Remarkable, too, is the extreme frugality of the blotchy brushstrokes describing the sculptural bust perched high on the cupboard at the rear of the room. The real thing, presumably, would have been smooth and neoclassical; this resembles more a bust by Giacometti.

But most beautiful of all are those curtains. How pleasurable it must have been to brush in those wristy, delinquent red marks, trusting that somehow, in the mind’s eye, they would amount to an ordered pattern. Just above the windowsill, highlights in a light blue-gray with tiny bursts of yellow convey where the day’s late light sneaks in — too bright, too literal, threatening to spoil the mood of poetic suggestion, but kept at bay by the curtains.

Menzel’s five mysterious interiors anticipate, by 40 years, the domestic interior scenes of Pierre Bonnard and Édouard Vuillard.

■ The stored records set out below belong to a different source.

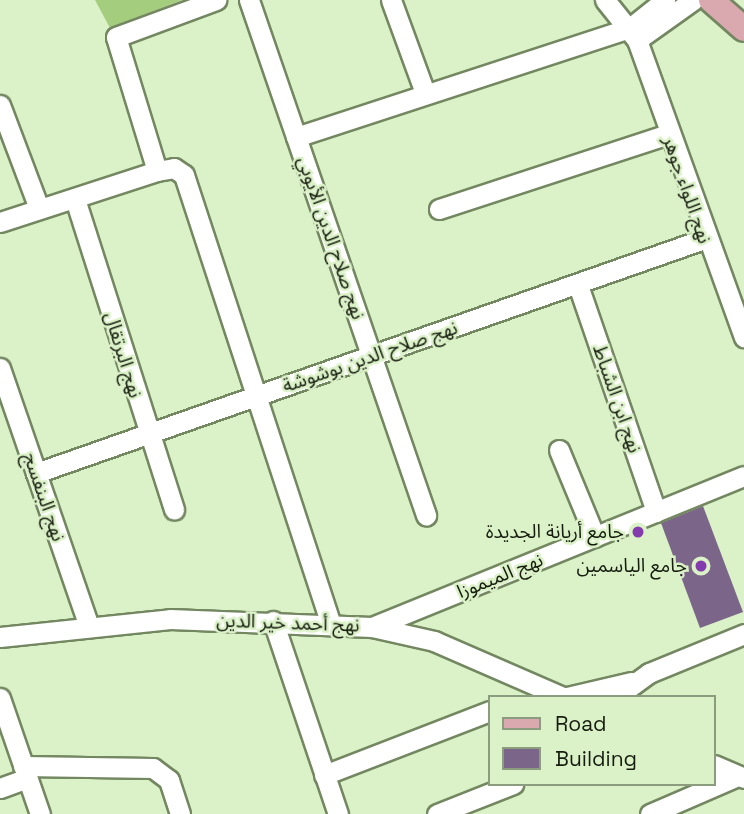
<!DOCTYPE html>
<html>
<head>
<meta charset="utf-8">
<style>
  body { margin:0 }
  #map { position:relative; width:744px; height:814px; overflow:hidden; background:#dbf1c8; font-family:"Space Grotesk","Noto Sans Arabic",sans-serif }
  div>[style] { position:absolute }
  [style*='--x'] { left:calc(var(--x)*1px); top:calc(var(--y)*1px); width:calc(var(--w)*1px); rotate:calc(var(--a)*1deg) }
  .green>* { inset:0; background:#a4ce7d }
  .building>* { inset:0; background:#7b6689 }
  .roads { filter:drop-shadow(2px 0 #738761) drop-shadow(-2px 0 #738761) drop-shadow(0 2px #738761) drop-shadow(0 -2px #738761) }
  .minor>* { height:19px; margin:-9.5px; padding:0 9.5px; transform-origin:9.5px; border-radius:9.5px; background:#fff }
  .major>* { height:24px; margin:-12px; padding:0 12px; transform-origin:12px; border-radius:12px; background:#daa9b0 }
  .dots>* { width:19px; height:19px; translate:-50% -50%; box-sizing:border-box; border:4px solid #dbf1c8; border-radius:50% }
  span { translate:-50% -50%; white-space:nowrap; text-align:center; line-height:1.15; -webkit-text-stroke:5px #dbf1c8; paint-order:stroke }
  .street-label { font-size:19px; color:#161d0f }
  .poi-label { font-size:19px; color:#161d0f }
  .right { translate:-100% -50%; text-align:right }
  .legend { position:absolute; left:488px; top:695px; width:228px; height:91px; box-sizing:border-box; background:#dbf1c8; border:2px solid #8c9c7e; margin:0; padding:9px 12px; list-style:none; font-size:21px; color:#161d0f }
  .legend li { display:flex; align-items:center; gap:14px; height:35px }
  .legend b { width:35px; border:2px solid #8c9c7e }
</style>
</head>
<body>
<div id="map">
  <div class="green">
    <i style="clip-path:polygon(95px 0,182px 0,110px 28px)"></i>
  </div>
  <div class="building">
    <i style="clip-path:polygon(703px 506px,743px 612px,700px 628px,661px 523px)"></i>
  </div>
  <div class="roads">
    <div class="minor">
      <i style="--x:249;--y:0;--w:545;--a:71.03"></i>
      <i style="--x:391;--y:0;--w:99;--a:69.9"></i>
      <i style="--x:605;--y:0;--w:51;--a:51.3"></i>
      <i style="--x:637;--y:40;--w:316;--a:70.2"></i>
      <i style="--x:637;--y:40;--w:69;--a:-35.5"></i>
      <i style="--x:0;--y:105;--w:110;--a:69.3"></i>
      <i style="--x:296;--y:137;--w:351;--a:-18.1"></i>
      <i style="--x:630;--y:28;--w:45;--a:-38.7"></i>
      <i style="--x:157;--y:171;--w:140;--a:-107"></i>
      <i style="--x:116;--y:37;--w:107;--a:-20.3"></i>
      <i style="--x:75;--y:199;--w:326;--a:72.3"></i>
      <i style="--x:439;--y:209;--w:241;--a:-18.1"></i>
      <i style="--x:0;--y:222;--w:165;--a:-18"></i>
      <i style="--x:157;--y:171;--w:17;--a:-10"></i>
      <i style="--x:174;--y:168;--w:12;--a:35"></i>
      <i style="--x:184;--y:175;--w:473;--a:71.9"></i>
      <i style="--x:578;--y:285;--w:240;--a:71"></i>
      <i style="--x:0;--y:368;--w:274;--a:71"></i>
      <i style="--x:559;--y:450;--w:94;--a:67.5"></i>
      <i style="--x:36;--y:473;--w:708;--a:-19.31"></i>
      <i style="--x:273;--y:621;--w:204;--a:71.4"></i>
      <i style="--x:372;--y:627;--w:401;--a:-22.1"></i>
      <i style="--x:0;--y:637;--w:171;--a:-6"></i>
      <i style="--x:170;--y:619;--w:202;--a:2.3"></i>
      <i style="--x:372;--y:627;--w:64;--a:12.7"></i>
      <i style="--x:434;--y:641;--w:141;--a:23.5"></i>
      <i style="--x:567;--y:697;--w:66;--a:-13.2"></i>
      <i style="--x:616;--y:697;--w:41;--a:-36"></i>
      <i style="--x:649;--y:673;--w:103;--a:-22.3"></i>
      <i style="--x:0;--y:698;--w:123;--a:71"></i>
      <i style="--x:714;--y:765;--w:33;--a:23"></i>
      <i style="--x:23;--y:766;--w:130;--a:0.9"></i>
      <i style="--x:153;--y:768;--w:20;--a:37"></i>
      <i style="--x:169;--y:780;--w:36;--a:72"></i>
      <i style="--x:324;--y:775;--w:178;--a:-21.1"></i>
      <i style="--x:0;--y:788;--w:29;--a:-20"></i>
      <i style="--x:437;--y:814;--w:82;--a:-21.5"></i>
      <i style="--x:650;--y:814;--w:96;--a:-23.4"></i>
    </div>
    <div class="major">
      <i style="--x:711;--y:0;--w:44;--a:41.3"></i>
    </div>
  </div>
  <div class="dots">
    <i style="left:638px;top:532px;background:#843bae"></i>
    <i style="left:701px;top:566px;background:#843bae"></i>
  </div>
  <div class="street-label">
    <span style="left:687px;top:190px;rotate:71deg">نهج اللواء جوهر</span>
    <span style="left:331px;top:238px;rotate:71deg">نهج صلاح الدين الأيوبي</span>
    <span style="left:123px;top:355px;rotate:73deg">نهج البرتقال</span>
    <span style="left:370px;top:357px;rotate:-19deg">نهج صلاح الدين بوشوشة</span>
    <span style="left:617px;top:399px;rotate:71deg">نهج ابن الشباط</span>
    <span style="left:44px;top:497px;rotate:71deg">نهج البنفسج</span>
    <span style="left:500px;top:576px;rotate:-22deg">نهج الميموزا</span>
    <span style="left:288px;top:623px;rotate:2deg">نهج أحمد خير الدين</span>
  </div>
  <div class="poi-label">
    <span class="right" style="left:624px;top:532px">جامع أريانة الجديدة</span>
    <span class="right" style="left:687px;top:566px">جامع الياسمين</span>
  </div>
  <ul class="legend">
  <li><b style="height:9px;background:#daa9b0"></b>Road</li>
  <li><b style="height:19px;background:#7b6689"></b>Building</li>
  </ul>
</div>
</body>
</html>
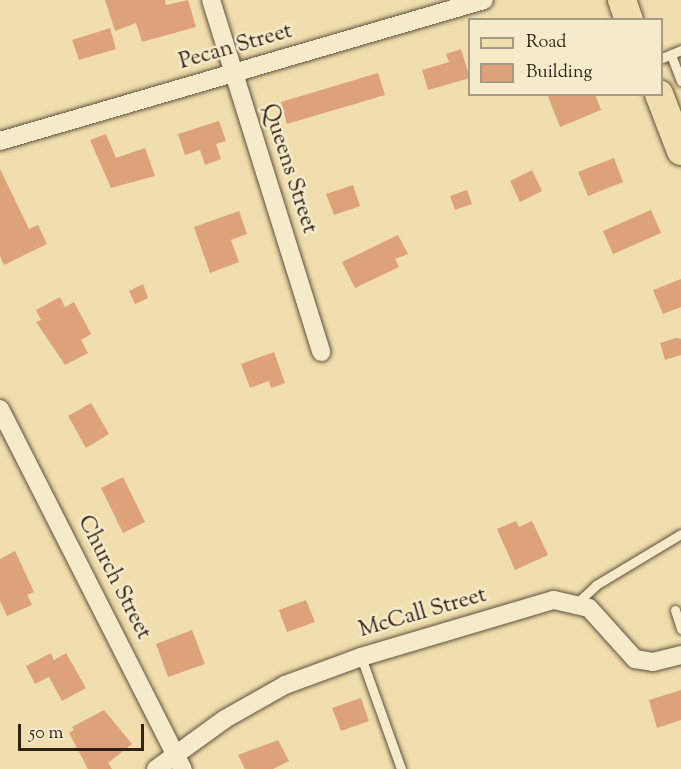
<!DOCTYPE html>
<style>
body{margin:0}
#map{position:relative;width:681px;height:769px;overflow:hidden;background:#f0deae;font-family:"Sorts Mill Goudy",serif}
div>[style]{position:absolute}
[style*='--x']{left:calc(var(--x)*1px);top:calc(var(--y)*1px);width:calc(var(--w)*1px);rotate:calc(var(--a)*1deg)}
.building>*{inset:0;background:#dea27a}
.roads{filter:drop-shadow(0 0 2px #61513c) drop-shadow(0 0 2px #61513c)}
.service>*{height:9px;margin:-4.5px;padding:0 4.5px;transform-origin:4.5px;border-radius:4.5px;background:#f5eaca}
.minor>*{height:18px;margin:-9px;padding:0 9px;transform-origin:9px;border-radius:9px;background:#f5eaca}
.primary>*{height:28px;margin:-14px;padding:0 14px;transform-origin:14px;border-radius:14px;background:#f0deae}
span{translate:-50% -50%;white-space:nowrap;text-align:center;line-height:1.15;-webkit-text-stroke:5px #f5eaca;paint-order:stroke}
.street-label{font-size:22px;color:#312216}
.legend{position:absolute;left:468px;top:18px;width:195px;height:78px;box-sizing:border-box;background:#f5eaca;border:2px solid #a79a82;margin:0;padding:8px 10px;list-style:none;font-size:18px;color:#312216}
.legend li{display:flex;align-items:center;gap:12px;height:30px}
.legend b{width:30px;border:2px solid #a79a82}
.scale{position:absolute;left:18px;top:724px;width:126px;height:27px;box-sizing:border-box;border:3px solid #312216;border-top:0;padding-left:8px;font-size:18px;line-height:21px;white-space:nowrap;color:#312216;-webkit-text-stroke:4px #f5eaca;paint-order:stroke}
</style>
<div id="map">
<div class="building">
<i style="clip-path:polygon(105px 0,165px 0,166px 5px,188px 0,196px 27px,142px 42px,136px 23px,115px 31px)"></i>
<i style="clip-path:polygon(110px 28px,116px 49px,79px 60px,72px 40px)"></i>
<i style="clip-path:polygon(461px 49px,470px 78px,428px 90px,422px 70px,449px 62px,446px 54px)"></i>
<i style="clip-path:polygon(378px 73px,385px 95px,287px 124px,281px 102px)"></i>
<i style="clip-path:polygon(547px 94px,595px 94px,601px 110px,560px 127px)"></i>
<i style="clip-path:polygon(219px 121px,226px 141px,216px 144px,221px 159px,205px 165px,200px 150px,185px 155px,178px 134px)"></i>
<i style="clip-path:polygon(106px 134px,116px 158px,145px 148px,155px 176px,111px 188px,90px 140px)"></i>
<i style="clip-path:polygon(614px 158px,623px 182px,588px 196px,578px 172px)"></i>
<i style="clip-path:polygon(0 169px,29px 229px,38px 225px,47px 244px,4px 265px,0 256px)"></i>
<i style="clip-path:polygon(532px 170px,542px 191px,520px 202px,510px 181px)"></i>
<i style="clip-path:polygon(353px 185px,360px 206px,334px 215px,326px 194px)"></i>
<i style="clip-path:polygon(467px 190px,472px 204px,455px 210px,450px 196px)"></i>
<i style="clip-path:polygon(651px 210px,661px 233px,613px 254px,603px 231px)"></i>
<i style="clip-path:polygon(239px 211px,247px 234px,231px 240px,239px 262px,210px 273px,194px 227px)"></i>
<i style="clip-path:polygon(398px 235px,408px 254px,395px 259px,399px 267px,355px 288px,342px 262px)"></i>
<i style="clip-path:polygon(681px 279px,681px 307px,663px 314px,653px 290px)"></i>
<i style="clip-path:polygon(143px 284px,148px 298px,135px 304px,129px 291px)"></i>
<i style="clip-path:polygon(60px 297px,65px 307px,74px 302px,91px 334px,81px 340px,88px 353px,65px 365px,36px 322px,41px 320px,36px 310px)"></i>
<i style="clip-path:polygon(676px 338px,681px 339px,681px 355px,665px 360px,660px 343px)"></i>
<i style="clip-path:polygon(274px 352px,285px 383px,271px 388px,269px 381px,250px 388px,241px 364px)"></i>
<i style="clip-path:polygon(91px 403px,109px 434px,86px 448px,68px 416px)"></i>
<i style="clip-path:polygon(123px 477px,145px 522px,123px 533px,101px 488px)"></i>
<i style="clip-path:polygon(516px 521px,519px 527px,532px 521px,548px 555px,515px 570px,497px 529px)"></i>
<i style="clip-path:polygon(15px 551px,34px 592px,27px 595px,32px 605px,7px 616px,0 601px,0 559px)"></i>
<i style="clip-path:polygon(306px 600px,315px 622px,287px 632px,279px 610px)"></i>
<i style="clip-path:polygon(192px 630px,205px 664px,168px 677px,156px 644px)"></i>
<i style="clip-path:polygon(51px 653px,54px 660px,66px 653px,86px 688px,62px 701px,49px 677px,35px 684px,26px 666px)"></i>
<i style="clip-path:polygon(681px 690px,681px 720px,657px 728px,649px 700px)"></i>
<i style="clip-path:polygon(361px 698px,369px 721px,341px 731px,332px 708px)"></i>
<i style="clip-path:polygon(104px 710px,132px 744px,108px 763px,112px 769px,88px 769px,69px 733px,74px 730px,72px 727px)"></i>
<i style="clip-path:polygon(278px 740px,289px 761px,273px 769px,245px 769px,238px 755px)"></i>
</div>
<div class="roads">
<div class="service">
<i style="--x:671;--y:55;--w:28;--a:69"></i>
<i style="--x:662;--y:58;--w:21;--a:-23"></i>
<i style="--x:578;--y:602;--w:25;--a:-43"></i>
<i style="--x:596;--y:585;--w:99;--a:-31"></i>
<i style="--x:675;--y:610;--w:20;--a:72"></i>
<i style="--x:361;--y:657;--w:119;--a:70.3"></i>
</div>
<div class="minor">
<i style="--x:211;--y:0;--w:369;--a:72.6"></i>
<i style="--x:0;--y:141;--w:504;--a:-16.24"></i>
<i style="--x:0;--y:409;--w:404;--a:63.1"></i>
<i style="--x:156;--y:769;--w:85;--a:-35.9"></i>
<i style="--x:225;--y:719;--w:69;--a:-29.5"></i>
<i style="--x:285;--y:685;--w:81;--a:-20.2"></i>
<i style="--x:361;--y:657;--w:201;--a:-16.5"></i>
<i style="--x:554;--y:600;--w:36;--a:13"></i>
<i style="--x:589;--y:608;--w:69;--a:48"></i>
<i style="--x:635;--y:659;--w:18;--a:9"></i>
<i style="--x:653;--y:662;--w:29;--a:-14"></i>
</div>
<div class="primary">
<i style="--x:622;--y:0;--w:21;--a:71"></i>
<i style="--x:659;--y:94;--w:61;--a:68.9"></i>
</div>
</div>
<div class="street-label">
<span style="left:236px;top:48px;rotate:-16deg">Pecan Street</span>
<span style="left:288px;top:169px;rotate:72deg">Queens Street</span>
<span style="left:113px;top:578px;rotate:63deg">Church Street</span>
<span style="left:423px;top:614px;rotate:-16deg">McCall Street</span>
</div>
<ul class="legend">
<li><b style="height:8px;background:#f0deae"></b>Road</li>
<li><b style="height:16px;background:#dea27a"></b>Building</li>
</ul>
<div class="scale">50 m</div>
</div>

They are 30 years ahead of comparable works by John Singer Sargent, 20 ahead of the Impressionists and 10 ahead of Édouard Manet’s great breakthrough period (the 1860s). But clearly, when Menzel made them, he wasn’t thinking about art history.

To me, Menzel’s empty interiors amount to a good working definition of freedom. That might sound a lot to claim for a 19th-century painting of a sitting room. But I’m not talking about freedom as a “right,” which (in historical terms) is both a marvelous fiction and a matter for courts and constitutions.

I’m talking instead about freedom as an experience: the experience of being on your own; not subject to the manipulation of external powers; responding without fear and in your own style to the world around you; allowing free rein to the feelings thus evoked.

I’m talking about the freedom of art.